Banks Passed Up Uber Share Sale on Lack of DataBy and
JPMorgan, Deutsche said to forgo offering on no financials
BofA and Morgan Stanley ended up selling the stock in January
The potential fees and reputation boost that could come from working on Uber Technologies Inc.’s initial public offering are the stuff of bankers’ dreams.
Yet at least two investment banks passed on selling shares of Uber to their high-net worth clients -- shares eventually sold by other banks in January -- because the ride-share company wasn’t willing to provide financial details about its business, people with knowledge of the matter said.
JPMorgan Chase & Co. and Deutsche Bank AG both turned down the opportunity to offer their wealthiest clients the option to invest in Uber, said the people, who asked not to be identified because the information is private.
Bank of America Corp. and Morgan Stanley ended up selling the shares earlier this year through those firms’ private wealth divisions.
JPMorgan and Deutsche Bank were concerned they wouldn’t be able to fill demand for the offering given the lack of specifics, the people said. Deutsche Bank also took into consideration that share sales through banks’ private-wealth divisions are unusual, and it hadn’t done one before, one person said.
The last such offering of a big technology company was more than four years ago.

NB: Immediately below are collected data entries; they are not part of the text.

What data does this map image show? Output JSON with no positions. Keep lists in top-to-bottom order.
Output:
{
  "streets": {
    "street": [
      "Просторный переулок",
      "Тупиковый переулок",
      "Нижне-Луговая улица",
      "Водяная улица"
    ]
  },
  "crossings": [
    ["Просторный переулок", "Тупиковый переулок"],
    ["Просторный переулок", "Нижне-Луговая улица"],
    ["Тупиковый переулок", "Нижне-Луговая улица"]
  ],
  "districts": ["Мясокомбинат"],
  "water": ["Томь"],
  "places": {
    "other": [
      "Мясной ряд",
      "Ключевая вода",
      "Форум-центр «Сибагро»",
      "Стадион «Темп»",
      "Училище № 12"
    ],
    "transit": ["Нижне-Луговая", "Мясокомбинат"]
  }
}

In that case, Goldman Sachs Group Inc. sold private shares of Facebook Inc. to international clients before the company went public in 2012.
With a company like Uber, the major banks play a long game of relationship building to be best positioned when the company does pick banks to go public. While the Uber share sale was run through the private wealth divisions, it may still help put the firms in the company’s good graces. With the timing of any Uber IPO unclear, banks’ willingness to forgo that business is notable.
Before that sale, it seemed like Uber Chief Executive Officer Travis Kalanick and his management team had most of the leverage. For example, the company told bankers if the firms do any business for its biggest U.S. competitor, Lyft Inc., they’d be less likely to be hired, according to people familiar with those discussions.
So far, Kalanick has managed to deflect questions about the timing of the IPO. As recently as last month, he likened Uber to an “early high schooler” being asked to the prom. It’s still a little too soon, he insisted.
That reflected some progress from what he’d said a year earlier: “We’re like eighth graders; we’re in junior high, and someone is telling us that we need to go to the prom.”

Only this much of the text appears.